Case:
D. 1987, 109 Case Mme F. v. L.
Date:
30 May 1986
Note:
Translated French Cases and Materials under the direction of Professor B. Markesinis and M. le Conseiller Dominique Hascher
Translated by:
Tony Weir
Copyright:
Professor B. S. Markesinis

Cour de cassation (Assemblée plénière):

In view of article 319 Criminal Code;

Given that when Alain F., on whom a tonsillectomy had just been performed by Dr. L., assisted by an anaesthetist, Dr. C., was left alone in his room by the nurse who was supposed to supervise him, he suffered a respiratory and cardiac attack of which he died a few weeks later; given that in acquitting Dr. L. of all liability, the decision under attack (Versailles, 4 March 1985) stated that even if it were proved that “Dr. L. left the clinic at the same time or just after Dr. C.” this was “not an act of negligence or imprudence or in breach of any regulations …causally related in a direct and certain manner with the death of Alain F.”, that “the surgeon no longer had under his direction the well qualified anaesthetist who had assisted him” on whom “thereafter the contractual obligation to look after the patient devolved” in such a way that Dr. L. was “not even obliged to ensure that the anaesthetist remain by the patient’s bedside for a long enough period, the duration of which he, as a surgeon, did not know”;

But given that if the anaesthetist is responsible for postoperative supervision within the scope of his specialism, the surgeon nevertheless remains under a general obligation of prudence and diligence, and that in failing to inquire whether, in view of the situation in the clinic when he left it, the surgeon should not have assured himself that the patient remained under the surveillance of a qualified person, the court of appeal gave no legal basis for its decision;

For these reasons,

QUASHES the decision and remands the matter to the Court of Appeal of Amiens.

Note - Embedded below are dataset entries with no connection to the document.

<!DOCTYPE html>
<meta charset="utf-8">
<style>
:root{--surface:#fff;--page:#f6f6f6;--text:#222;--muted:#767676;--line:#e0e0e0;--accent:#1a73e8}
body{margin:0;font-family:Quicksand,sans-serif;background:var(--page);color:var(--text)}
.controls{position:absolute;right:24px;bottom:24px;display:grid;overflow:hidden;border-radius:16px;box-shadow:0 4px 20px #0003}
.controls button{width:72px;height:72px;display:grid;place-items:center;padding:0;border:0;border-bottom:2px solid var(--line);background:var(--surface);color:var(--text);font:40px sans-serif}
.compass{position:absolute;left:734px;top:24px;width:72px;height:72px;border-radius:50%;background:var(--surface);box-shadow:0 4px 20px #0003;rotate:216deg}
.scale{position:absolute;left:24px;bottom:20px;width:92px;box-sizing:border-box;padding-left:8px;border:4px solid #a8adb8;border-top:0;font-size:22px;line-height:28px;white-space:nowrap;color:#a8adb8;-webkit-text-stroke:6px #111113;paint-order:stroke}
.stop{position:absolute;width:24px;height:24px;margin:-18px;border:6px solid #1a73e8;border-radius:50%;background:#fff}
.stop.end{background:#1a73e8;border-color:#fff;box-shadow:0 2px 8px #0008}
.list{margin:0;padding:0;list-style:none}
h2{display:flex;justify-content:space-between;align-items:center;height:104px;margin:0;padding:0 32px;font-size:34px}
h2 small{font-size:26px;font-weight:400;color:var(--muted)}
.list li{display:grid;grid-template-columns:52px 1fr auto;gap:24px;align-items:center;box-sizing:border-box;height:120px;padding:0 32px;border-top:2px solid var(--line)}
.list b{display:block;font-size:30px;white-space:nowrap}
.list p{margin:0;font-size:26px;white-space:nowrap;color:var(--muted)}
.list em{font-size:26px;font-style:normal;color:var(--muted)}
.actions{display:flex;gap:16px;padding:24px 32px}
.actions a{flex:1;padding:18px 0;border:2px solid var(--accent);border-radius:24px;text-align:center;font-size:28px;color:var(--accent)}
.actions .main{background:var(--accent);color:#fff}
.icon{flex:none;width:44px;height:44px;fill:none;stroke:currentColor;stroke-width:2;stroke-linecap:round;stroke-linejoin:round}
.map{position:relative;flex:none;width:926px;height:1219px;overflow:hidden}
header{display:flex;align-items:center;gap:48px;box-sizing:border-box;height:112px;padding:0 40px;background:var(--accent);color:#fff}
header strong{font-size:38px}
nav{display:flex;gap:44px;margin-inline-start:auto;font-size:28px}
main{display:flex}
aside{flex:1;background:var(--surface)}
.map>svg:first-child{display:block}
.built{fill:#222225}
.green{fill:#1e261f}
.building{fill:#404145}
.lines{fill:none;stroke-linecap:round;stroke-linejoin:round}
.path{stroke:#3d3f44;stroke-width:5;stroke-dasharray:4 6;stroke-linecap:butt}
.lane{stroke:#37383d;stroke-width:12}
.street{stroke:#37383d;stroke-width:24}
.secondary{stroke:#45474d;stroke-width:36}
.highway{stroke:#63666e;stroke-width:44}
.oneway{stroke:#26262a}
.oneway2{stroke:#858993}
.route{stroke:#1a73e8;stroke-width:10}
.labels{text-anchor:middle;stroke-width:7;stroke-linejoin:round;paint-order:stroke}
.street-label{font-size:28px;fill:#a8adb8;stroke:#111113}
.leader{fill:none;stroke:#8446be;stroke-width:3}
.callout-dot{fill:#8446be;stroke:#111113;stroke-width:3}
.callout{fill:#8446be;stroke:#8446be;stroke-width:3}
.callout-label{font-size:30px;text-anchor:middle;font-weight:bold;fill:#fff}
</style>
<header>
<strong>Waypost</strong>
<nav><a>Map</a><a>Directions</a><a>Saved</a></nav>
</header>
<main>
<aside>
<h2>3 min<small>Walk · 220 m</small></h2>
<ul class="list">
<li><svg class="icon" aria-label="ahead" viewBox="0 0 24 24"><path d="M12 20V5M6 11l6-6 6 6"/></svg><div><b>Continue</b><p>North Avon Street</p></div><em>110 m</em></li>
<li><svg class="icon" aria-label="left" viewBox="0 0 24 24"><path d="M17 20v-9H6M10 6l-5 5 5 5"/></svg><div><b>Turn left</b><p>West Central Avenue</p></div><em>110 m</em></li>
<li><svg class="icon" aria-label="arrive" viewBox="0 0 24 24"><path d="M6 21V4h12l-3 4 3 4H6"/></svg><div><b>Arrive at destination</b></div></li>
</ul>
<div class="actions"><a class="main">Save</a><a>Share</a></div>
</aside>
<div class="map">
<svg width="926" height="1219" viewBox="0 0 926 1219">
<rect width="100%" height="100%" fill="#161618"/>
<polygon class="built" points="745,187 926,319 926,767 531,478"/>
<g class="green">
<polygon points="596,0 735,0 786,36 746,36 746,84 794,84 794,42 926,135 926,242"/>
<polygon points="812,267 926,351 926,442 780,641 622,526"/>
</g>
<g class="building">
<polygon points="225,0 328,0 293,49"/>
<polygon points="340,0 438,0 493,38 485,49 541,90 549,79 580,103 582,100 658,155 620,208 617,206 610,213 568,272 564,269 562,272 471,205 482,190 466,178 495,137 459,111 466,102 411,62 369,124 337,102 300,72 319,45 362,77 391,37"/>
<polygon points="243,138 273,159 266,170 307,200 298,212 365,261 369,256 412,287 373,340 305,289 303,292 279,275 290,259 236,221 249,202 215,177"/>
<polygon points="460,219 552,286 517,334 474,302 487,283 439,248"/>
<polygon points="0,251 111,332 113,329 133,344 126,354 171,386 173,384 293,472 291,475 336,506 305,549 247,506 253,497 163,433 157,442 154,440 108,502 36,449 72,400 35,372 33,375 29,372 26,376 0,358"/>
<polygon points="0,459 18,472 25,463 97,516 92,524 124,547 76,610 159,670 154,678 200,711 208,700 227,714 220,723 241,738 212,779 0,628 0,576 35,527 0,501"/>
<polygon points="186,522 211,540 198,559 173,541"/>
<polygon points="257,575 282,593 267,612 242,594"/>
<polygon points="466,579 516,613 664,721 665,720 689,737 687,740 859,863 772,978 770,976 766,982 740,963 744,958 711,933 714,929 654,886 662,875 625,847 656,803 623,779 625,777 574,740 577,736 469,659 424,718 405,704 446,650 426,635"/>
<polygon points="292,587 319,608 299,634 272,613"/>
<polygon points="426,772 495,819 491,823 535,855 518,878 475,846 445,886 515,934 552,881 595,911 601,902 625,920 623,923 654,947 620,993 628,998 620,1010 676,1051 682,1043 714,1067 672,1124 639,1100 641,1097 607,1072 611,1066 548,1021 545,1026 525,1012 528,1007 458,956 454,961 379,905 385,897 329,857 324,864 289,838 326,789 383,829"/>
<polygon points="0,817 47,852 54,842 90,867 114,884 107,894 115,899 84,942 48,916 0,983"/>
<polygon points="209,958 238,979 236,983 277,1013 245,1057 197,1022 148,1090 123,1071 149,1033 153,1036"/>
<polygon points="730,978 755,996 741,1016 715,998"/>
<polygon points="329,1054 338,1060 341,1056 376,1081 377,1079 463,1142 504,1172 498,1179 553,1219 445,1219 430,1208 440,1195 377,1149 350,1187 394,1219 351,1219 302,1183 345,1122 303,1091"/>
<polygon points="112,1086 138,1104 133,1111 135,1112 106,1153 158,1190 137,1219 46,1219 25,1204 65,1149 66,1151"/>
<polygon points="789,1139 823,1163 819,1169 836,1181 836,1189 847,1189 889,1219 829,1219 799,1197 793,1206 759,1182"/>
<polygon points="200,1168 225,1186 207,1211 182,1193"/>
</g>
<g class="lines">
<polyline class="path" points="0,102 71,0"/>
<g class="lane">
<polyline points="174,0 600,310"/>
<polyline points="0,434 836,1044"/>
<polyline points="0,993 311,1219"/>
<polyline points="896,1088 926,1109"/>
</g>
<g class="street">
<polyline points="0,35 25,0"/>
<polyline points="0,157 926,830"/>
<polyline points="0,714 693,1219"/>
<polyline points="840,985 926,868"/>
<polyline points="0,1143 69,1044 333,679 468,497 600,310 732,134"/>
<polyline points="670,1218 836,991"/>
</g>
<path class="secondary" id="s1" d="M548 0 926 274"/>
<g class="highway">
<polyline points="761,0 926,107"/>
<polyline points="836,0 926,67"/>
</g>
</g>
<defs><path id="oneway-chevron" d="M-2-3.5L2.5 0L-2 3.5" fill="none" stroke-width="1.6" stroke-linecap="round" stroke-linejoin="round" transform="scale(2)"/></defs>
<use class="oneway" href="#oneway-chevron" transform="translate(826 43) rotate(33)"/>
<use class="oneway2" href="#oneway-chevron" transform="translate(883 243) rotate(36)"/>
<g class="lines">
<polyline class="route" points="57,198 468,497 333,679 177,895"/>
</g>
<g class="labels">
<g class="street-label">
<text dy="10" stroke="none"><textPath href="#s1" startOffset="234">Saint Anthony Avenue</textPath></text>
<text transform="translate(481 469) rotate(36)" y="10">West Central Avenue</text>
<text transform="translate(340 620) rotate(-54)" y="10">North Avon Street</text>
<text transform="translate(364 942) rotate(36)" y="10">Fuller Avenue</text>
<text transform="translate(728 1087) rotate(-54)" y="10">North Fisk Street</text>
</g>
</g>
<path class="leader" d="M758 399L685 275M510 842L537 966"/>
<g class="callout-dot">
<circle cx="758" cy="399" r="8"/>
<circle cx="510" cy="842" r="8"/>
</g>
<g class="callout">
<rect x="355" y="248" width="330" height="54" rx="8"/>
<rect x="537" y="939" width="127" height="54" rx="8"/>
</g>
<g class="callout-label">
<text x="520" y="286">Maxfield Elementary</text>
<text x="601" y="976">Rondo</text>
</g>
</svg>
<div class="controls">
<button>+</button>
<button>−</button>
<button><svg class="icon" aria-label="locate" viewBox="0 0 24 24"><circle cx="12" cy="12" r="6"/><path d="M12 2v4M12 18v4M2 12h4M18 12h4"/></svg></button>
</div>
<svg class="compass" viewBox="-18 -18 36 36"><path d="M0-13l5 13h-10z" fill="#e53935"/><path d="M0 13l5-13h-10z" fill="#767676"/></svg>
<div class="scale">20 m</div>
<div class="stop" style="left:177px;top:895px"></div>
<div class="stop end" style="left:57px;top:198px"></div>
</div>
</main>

This note on subsequent developments reflects the legal situation as of April 2004.

Assemblee pleniere, 30 May 1986 : A doctor, whatever his specialism may be, should not lose interest in his patient after completing the treatment which he needs to carry out. A judgment of the Cour de cassation as long ago as the 21 February 1946 (Bull Crim no 68: "a surgeon's surveillance should continue after the operation up to the patient's recovery from anaesthesia") found a doctor liable for lack of surveillance. A similar solution had been accepted by the criminal chamber on the 9 November 1977 (Bull crim no 346) finding liability on the part of a surgeon who, at the end of a cosmetic surgery operation, had not sufficiently kept his patient under his immediate surveillance, contenting himself with entrusting her to the clinic's staff, without showing concern for the value and efficacy of the surveillance. A judgment by the criminal chamber of the 26 February 1997 (unpublished, pourvoi no 96-801.511) likewise applies this solution to an obstetrician. The judgment of the 30 May 1986, while reaffirming this principle, clarifies the division of roles between the surgeon and the anaesthetist, a solution widely repeated by the lower courts, but also by the Cour de cassation, which reaffirmed it in a judgment of the 23 November 1994 (unpublished, pourvoi no 94-80.376). Finally, a judgment of the Cour de cassation (Civ 1, 28 October 1997, Bull no 298) can be quoted, mentioning that the surgeon should spontaneously give the anaesthetist information which permits him to practise the best technique and, in a more general way, that the surgeon's obligations cannot be limited to surgical acts".